::: Record excerpts

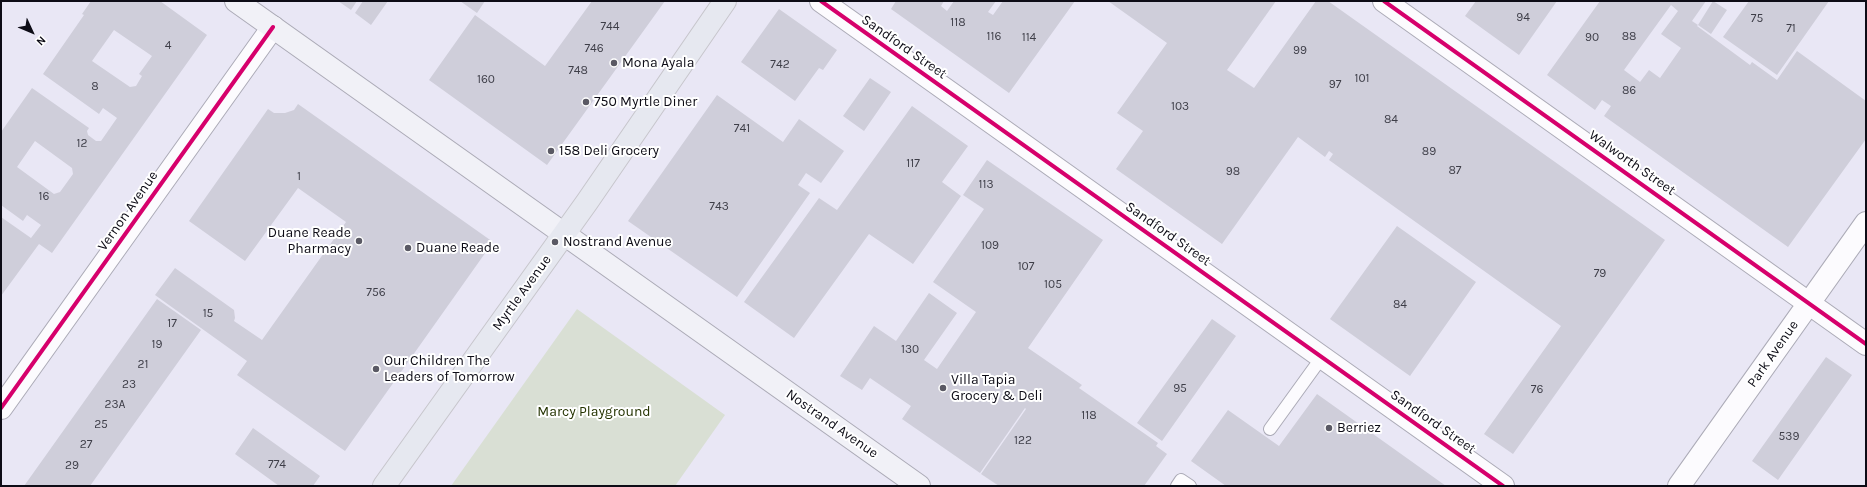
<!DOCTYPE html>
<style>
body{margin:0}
#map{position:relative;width:1867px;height:487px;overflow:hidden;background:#e9e7f5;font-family:Karla,sans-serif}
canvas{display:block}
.frame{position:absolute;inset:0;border:2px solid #0d0c16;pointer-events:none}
.north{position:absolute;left:12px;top:12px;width:40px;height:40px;-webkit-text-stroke:3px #fff;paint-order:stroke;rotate:134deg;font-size:11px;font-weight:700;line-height:16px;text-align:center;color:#0d0c16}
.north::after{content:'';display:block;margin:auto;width:14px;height:18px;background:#0d0c16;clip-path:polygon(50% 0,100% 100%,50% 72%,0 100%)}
</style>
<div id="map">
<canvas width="1867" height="487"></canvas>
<div class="frame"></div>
<div class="north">N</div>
</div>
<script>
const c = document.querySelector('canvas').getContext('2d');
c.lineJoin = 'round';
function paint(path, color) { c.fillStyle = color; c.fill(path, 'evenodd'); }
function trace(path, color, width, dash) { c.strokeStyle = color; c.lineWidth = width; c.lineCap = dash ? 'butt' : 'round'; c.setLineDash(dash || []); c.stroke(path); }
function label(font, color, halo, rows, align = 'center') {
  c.font = font + ' Karla,sans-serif'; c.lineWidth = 4; c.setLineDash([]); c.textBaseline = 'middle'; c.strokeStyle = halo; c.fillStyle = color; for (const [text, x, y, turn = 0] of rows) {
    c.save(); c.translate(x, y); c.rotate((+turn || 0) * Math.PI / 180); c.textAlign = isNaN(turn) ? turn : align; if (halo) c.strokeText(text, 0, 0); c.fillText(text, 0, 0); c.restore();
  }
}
paint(new Path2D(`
 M577 309 725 415 675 486H451Z`), '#d9dfd4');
paint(new Path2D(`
 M91 1H160L207 35 52 253 39 244 1 296V217L31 238 41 225 27 215 23 221 1 205V132L32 88 89 128 87 131 88 135 96 141H101L117 118 103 108 99 114 43 74 84 15 82 14ZM114 30 152 56 139 74 142 76 136 86 130 87 92 61ZM35 141 72 168 73 174 60 192 54 194 17 167Z
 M338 1H357L351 10Z
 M363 1H388L371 25 355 13Z
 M460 1H485L477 13Z
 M592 1H665L547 165 429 80 475 15 545 66Z
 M896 1H944L941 6 947 11 954 1H996L988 12 993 15 1003 1H1075L1009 93 891 9Z
 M1108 1H1276L1227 70 1254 88 1316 1H1328L1665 240 1513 454 1484 434 1561 326 1329 160 1333 154 1329 151 1325 157 1298 137 1222 244 1116 169 1143 131 1117 113 1167 43Z
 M1476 1H1557L1519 55 1465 16Z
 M1600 1H1706L1692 21 1698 25 1697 26 1750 65 1752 62 1777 80 1797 51 1866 101V139L1788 247 1604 116 1611 106 1602 100 1595 110 1547 75ZM1671 5 1678 11 1661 34 1681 48 1660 78 1649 70 1640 82 1624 70Z
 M1713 1 1727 10 1711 34 1698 25Z
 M1749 1H1829L1777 75 1723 37Z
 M779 9 837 50 823 70 819 68 795 101 741 62Z
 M870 78 891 92 864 131 843 116Z
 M717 95 783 142 799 119 844 151 821 183 806 173 798 185 810 193 737 297 628 221Z
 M298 104 493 242 345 451 237 375 247 361 155 295 175 268 234 310 235 318 234 321 262 340 346 222 298 188 245 261 189 221 268 109 274 113H285L294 110Z
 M912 106 968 146 942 182 961 196 913 264 869 234 794 338 744 302 819 198 837 210Z
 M987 160 1103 240 1028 348 1082 385 1079 388 1158 443 1156 446 1167 454 1144 486H999L981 474 1026 409 1025 408 980 473 902 419 911 406 870 378 862 390 840 376 874 326 896 341 929 293 957 313 924 360 937 369 976 312 933 282 984 209 963 195Z
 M1397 226 1476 282 1410 376 1330 319Z
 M157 299 201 330 129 431 90 486H24Z
 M1212 319 1236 336 1162 441 1137 423Z
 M1826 357 1852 375 1778 480 1752 461Z
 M1317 394 1446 486H1226L1191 461 1228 410 1279 446Z
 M253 428 320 476 313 486H279L235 454Z`), '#cfceda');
const lane = new Path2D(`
 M1270 429 1322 357
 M1177 486 1181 480 1190 486`);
const street = new Path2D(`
 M821 1 1503 486
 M1384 1 1866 344
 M1 408 273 27
 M1679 486 1866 223`);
const secondary = new Path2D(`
 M236 1 919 486`);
const primary = new Path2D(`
 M384 486 587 202 725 1`);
trace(lane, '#acabb7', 14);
trace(street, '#acabb7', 24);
trace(secondary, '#acabb7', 24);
trace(primary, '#c7c6cc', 24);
trace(lane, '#fcfbfe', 12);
trace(street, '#fcfbfe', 22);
trace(secondary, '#f1f1f7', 22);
trace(primary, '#e6e8f0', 22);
trace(new Path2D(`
 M821 1 1503 486
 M1384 1 1866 344
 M1 408 273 27`), '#d6006c', 4);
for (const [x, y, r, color] of [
 [614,63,4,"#5a5964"],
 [586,102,4,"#5a5964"],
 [551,151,4,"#5a5964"],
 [359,241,4,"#5a5964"],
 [555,242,4,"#5a5964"],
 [408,248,4,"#5a5964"],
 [376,369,4,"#5a5964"],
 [943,388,4,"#5a5964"],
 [1329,428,4,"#5a5964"]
]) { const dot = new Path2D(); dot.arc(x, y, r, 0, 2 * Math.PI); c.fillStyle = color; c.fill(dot); trace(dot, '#fff', 1.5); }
label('12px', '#3e3e48', null, [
 ["94",1523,18],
 ["75",1757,19],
 ["118",958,23],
 ["744",610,27],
 ["71",1791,29],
 ["116",994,37],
 ["88",1629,37],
 ["114",1029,38],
 ["90",1592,38],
 ["4",168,46],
 ["746",594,49],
 ["99",1300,51],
 ["742",780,65],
 ["748",578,71],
 ["101",1362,79],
 ["160",486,80],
 ["97",1335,85],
 ["8",95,87],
 ["86",1629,91],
 ["103",1180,107],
 ["84",1391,120],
 ["741",742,129],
 ["12",82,144],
 ["89",1429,152],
 ["117",913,164],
 ["87",1455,171],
 ["98",1233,172],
 ["1",299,177],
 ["113",986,185],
 ["16",44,197],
 ["743",719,207],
 ["109",990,246],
 ["107",1026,267],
 ["79",1600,274],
 ["105",1053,285],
 ["756",376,293],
 ["84",1400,305],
 ["15",208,314],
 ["17",172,324],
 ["19",157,345],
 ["130",910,350],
 ["21",143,365],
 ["23",129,385],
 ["95",1180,389],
 ["76",1537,390],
 ["23A",115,405],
 ["118",1089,416],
 ["25",101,425],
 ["539",1789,437],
 ["122",1023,441],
 ["27",86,445],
 ["774",277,465],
 ["29",72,466]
]);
label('14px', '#0d0c16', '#fff', [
 ["Sandford Street",904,47,35],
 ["Walworth Street",1632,163,35],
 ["Vernon Avenue",128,211,-55],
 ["Sandford Street",1168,234,35],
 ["Myrtle Avenue",522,293,-54],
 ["Park Avenue",1773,354,-55],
 ["Sandford Street",1433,422,35],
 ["Nostrand Avenue",832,424,35]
]);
label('14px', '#0d0c16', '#fff', [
 ["Mona Ayala",622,63],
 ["750 Myrtle Diner",594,102],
 ["158 Deli Grocery",559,151],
 ["Duane Reade",351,233,"right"],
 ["Pharmacy",351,249,"right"],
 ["Nostrand Avenue",563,242],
 ["Duane Reade",416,248],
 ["Our Children The",384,361],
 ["Leaders of Tomorrow",384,377],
 ["Villa Tapia",951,380],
 ["Grocery & Deli",951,396],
 ["Berriez",1337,428]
], 'left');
label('14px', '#243300', '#fff', [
 ["Marcy Playground",594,412]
]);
</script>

::::::

→ **The task**:
What is needed is an exact copy of each line from the top of the data above through the line containing "const c = document.querySelector('canvas').getContext('2d');", with no pictures.

→ **Result of this task**:
<!DOCTYPE html>
<style>
body{margin:0}
#map{position:relative;width:1867px;height:487px;overflow:hidden;background:#e9e7f5;font-family:Karla,sans-serif}
canvas{display:block}
.frame{position:absolute;inset:0;border:2px solid #0d0c16;pointer-events:none}
.north{position:absolute;left:12px;top:12px;width:40px;height:40px;-webkit-text-stroke:3px #fff;paint-order:stroke;rotate:134deg;font-size:11px;font-weight:700;line-height:16px;text-align:center;color:#0d0c16}
.north::after{content:'';display:block;margin:auto;width:14px;height:18px;background:#0d0c16;clip-path:polygon(50% 0,100% 100%,50% 72%,0 100%)}
</style>
<div id="map">
<canvas width="1867" height="487"></canvas>
<div class="frame"></div>
<div class="north">N</div>
</div>
<script>
const c = document.querySelector('canvas').getContext('2d');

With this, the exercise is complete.